I am reviewing your notes from your workshop on assumptions. You have made it very clear how to analyze normality for regressions, but I could not find how to determine normality for ANOVAs. Do I check for normality for each independent variable separately? Where do I get the residuals? What plots do I run? Thank you!

I received this great question this morning from a past participant in my Assumptions of Linear Models workshop.

It’s one of those quick questions without a quick answer. Or rather, without a quick and useful answer. The quick answer is:

Do it exactly the same way. All of it.

The longer, useful answer is this:The assumptions are exactly the same for ANOVA and regression models. The normality assumption is that residuals follow a normal distribution. You usually see it like this:

*ε~ i.i.d. N(0, σ²)*

But what it’s really getting at is the distribution of Y|X. That’s Y given the value of X. Because X values are considered fixed, they have no distributions. Residuals have the same distribution as Y|X. If residuals are normally distributed, it means that Y is normally distributed within a value of X (not necessarily overall).

The only difference between the models is that ANOVAs generally have only categorical predictor variables, whereas regressions tend to have mostly continuous ones. So while the assumption is the same, it plays out differently.

When predictors are continuous, it’s impossible to check for normality of Y separately for each individual value of X. There are too many values of X and there is usually only one observation at each value of X. So you have to use the residuals to check normality.

But when predictors are categorical, there are usually just a few values of X (the categories), and there are many observations at each value of X. So you’ll often see the normality assumption for an ANOVA stated as:

“The distribution of Y within each group is normally distributed.” It’s the same thing as Y|X and *in this context, *it’s the same as saying the residuals are normally distributed.

The concept of a residual seems strange in an ANOVA, and often in that context, you’ll hear them called “errors” instead of “residuals.” But they’re the same thing. It’s the distance between the actual value of Y and the mean value of Y for a specific value of X. Those distances have the same distribution as the Ys within that group.

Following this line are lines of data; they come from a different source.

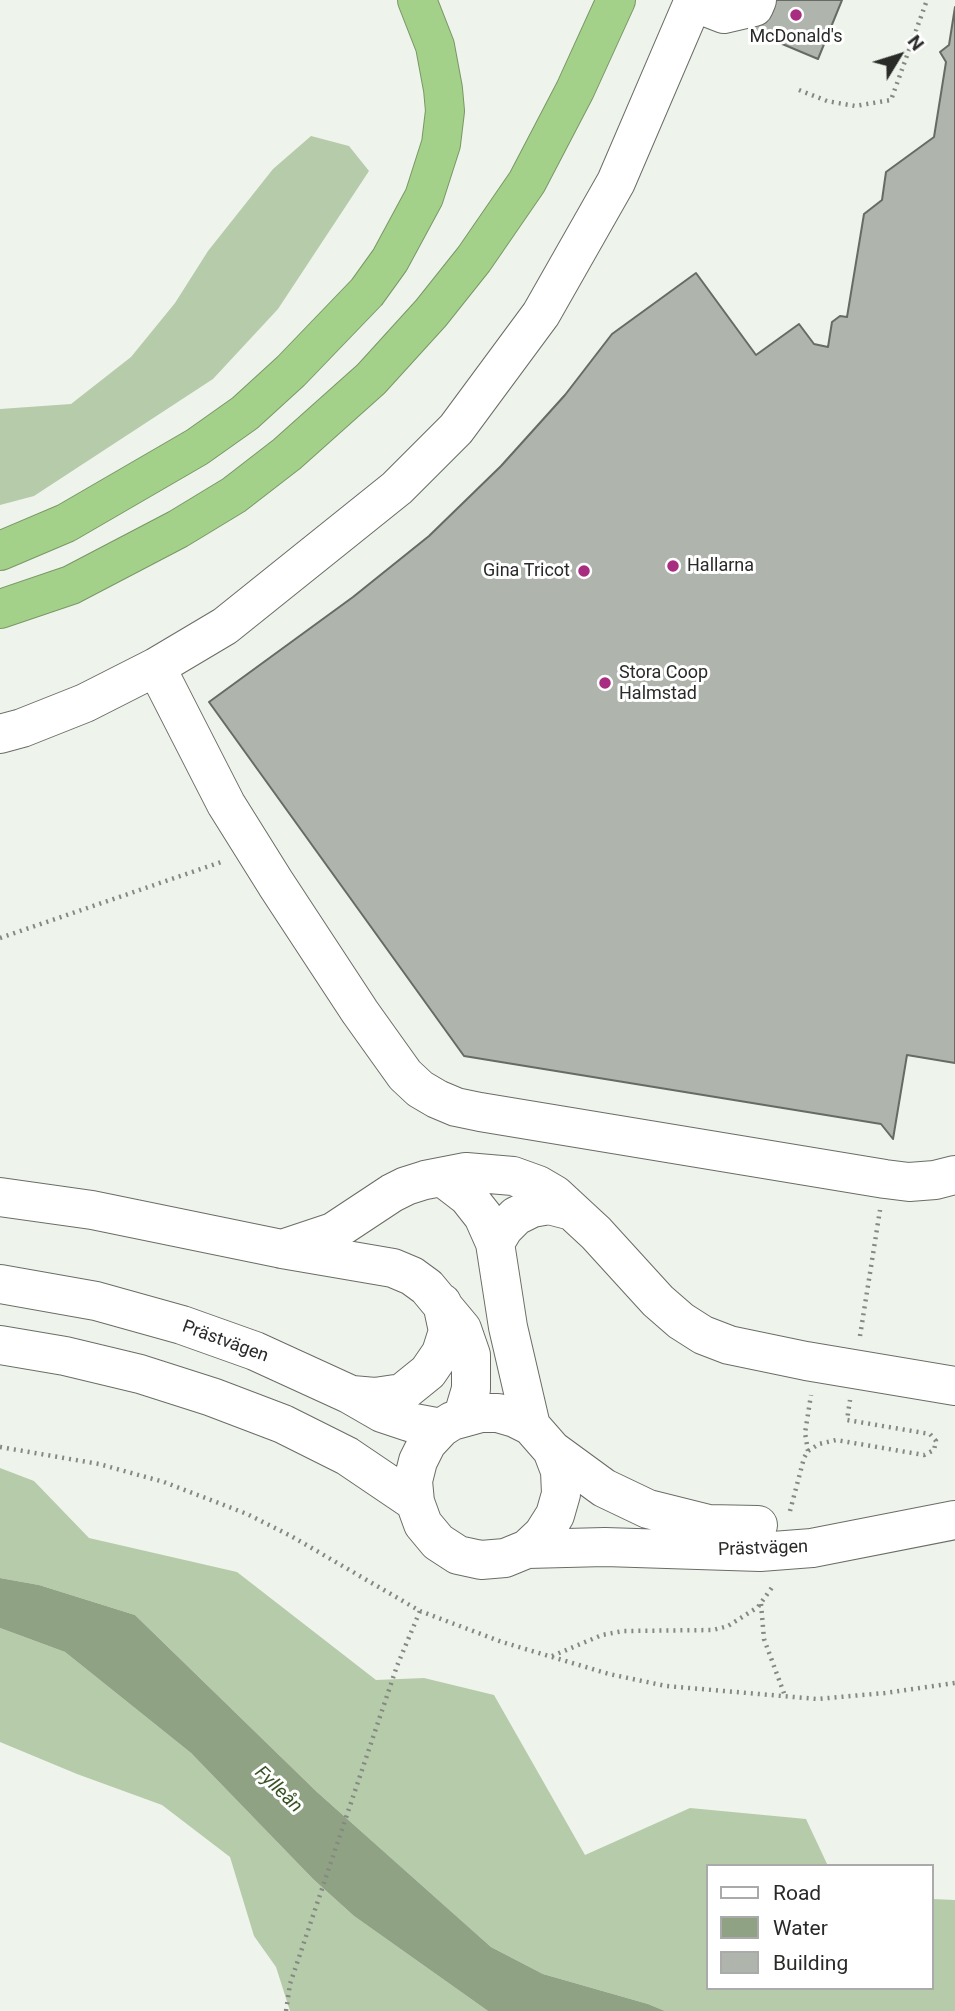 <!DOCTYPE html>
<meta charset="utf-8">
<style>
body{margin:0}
#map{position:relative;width:955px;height:2011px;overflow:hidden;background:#eef4eb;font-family:Roboto,sans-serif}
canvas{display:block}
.legend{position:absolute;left:706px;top:1864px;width:228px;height:126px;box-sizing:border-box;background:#fff;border:2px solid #a9aaa9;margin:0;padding:9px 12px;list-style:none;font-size:21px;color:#292b28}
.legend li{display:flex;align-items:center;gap:14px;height:35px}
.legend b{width:35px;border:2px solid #a9aaa9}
.north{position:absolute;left:864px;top:21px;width:70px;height:70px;-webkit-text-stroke:5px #fff;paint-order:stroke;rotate:52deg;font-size:19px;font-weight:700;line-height:28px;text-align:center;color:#292b28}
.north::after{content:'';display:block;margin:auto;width:24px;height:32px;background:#292b28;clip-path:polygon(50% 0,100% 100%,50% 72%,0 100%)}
</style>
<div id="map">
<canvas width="955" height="2011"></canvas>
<ul class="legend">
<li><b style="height:9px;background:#fff"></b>Road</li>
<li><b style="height:19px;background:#8fa384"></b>Water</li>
<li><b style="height:19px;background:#afb4ac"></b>Building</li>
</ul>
<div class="north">N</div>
</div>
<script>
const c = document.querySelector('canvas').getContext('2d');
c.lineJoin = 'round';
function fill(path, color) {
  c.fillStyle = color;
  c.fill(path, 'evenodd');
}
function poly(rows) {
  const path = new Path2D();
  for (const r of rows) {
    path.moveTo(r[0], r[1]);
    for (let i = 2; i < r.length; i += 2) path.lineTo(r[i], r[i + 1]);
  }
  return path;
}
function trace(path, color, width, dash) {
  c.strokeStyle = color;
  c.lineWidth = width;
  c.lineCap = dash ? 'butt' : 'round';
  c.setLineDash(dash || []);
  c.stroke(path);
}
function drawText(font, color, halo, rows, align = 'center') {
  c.font = font + ' Roboto,sans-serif';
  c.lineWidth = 6;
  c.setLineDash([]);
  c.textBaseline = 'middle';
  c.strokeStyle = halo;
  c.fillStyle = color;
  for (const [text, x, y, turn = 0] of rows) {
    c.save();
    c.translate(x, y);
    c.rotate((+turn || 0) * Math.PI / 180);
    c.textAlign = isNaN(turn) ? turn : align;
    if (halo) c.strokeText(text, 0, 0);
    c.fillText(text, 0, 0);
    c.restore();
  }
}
fill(poly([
 [311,136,349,146,369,171,278,309,213,379,34,496,0,505,0,409,71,404,131,357,175,303,208,251,273,169],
 [0,1468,34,1481,89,1538,237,1572,376,1680,424,1678,494,1695,585,1855,690,1808,806,1819,828,1866,708,1866,708,1988,932,1988,932,1899,955,1900,955,2011,665,2011,648,2004,543,1974,491,1947,317,1792,135,1615,39,1585,0,1578],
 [0,1628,65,1652,191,1753,313,1879,354,1916,488,2011,290,2011,276,1967,254,1936,230,1857,162,1805,77,1774,0,1742]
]), '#b6cbaa');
fill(poly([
 [0,1578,39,1585,135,1615,317,1792,491,1947,543,1974,648,2004,665,2011,488,2011,354,1916,313,1879,191,1753,65,1652,0,1628]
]), '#8fa384');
const building = poly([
 [761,0,842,0,818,59,749,30,761,0],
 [955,7,955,1063,907,1055,893,1139,881,1124,464,1056,209,702,353,597,429,536,501,466,565,395,612,334,696,273,756,355,799,324,814,344,828,347,832,322,840,316,847,317,864,214,882,200,886,172,934,137,946,62,940,52,949,45,955,7]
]);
fill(building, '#afb4ac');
trace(building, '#666b64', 2);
const minor = poly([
 [693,2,724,14,754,7,757,0],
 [156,667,226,804,276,884,360,1012,405,1075,420,1089,437,1099,456,1107,480,1112,885,1179,909,1182,935,1180,955,1175],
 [0,734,22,728,85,703,156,667,225,626,397,488,456,429,541,314,616,182,694,0],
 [442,1177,468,1197,483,1216,495,1243,508,1327,531,1426],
 [0,1197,92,1210,282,1249,393,1268,412,1276,427,1287,462,1329,471,1355,471,1389,463,1416],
 [495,1243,504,1228,516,1216,532,1208,549,1205,572,1211],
 [282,1249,333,1232,392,1193,406,1186,425,1180,466,1172,513,1176,538,1185,555,1195,596,1233,658,1301,681,1321,703,1335,729,1345,806,1361,955,1386],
 [0,1284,96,1301,182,1325,255,1351,349,1394,382,1413,409,1422,441,1428],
 [0,1345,65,1356,140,1374,212,1397,283,1424,347,1456,415,1502],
 [352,1395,375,1397,402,1393,428,1372,441,1353,448,1331,442,1303],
 [552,1450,604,1488,648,1509,708,1524,758,1525],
 [527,1549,543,1534,555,1515,561,1494,560,1471,552,1450,531,1426,515,1418,498,1413,481,1413,452,1421,441,1428,427,1443,418,1461,413,1481,415,1502,423,1524,438,1542,458,1555,481,1560,505,1558,527,1549,605,1547,760,1552,812,1548,955,1520]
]);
const highway = poly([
 [0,551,66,523,197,447,245,413,291,371,367,292,390,260,424,197,441,144,445,111,443,89,435,46,417,0],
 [0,609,71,585,178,529,234,495,287,454,371,379,431,313,474,259,527,182,575,90,616,0]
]);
trace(minor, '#696d66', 40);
trace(highway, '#799767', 40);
trace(poly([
 [799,90,827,101,855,106,891,100,927,0],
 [0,938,224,861],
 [860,1336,880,1210],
 [0,1447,99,1464,164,1482,247,1514,291,1536,420,1611,502,1642,609,1674,666,1686,817,1699,885,1693,955,1683],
 [808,1451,805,1433,811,1395],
 [790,1511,804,1458,808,1451,819,1444,836,1440,924,1455,934,1450,936,1441,930,1434,847,1420,850,1400],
 [761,1604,764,1639,785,1696],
 [552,1656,602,1635,623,1631,713,1630,728,1626,758,1607,773,1586],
 [286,2011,290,1984,397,1666,420,1611]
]), '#858983', 4.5, [2, 5]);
trace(minor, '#fff', 38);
trace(highway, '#a4d189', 38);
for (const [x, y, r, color] of [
 [796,15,7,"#a82c7f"],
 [673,566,7,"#a82c7f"],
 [584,571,7,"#a82c7f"],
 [605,683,7,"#a82c7f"]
]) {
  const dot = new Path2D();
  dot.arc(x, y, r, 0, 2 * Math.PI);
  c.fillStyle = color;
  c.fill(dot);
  trace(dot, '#fff', 2.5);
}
drawText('18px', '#292b28', '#fff', [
 ["McDonald's",796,37,"center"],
 ["Hallarna",687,566],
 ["Gina Tricot",570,571,"right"],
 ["Stora Coop",619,673],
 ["Halmstad",619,694]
], 'left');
drawText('18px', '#292b28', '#fff', [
 ["Prästvägen",225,1342,20],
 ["Prästvägen",763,1549,-2]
]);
drawText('italic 19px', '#375324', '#fff', [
 ["Fylleån",278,1790,44]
]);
</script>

So in ANOVA, you actually have two options for testing normality. If there really are many values of Y for each value of X (each group), and there really are only a few groups (say, four or fewer), go ahead and check normality separately for each group.

But if you have many groups (a 2x2x3 ANOVA has 12 groups) or if there are few observations per group (it’s hard to check normality on only 20 data points), it’s often easier to just use the residuals and check them all together.

If you have a continuous covariate in the model as well, you’ve just lost option one, and residuals are the only way to go.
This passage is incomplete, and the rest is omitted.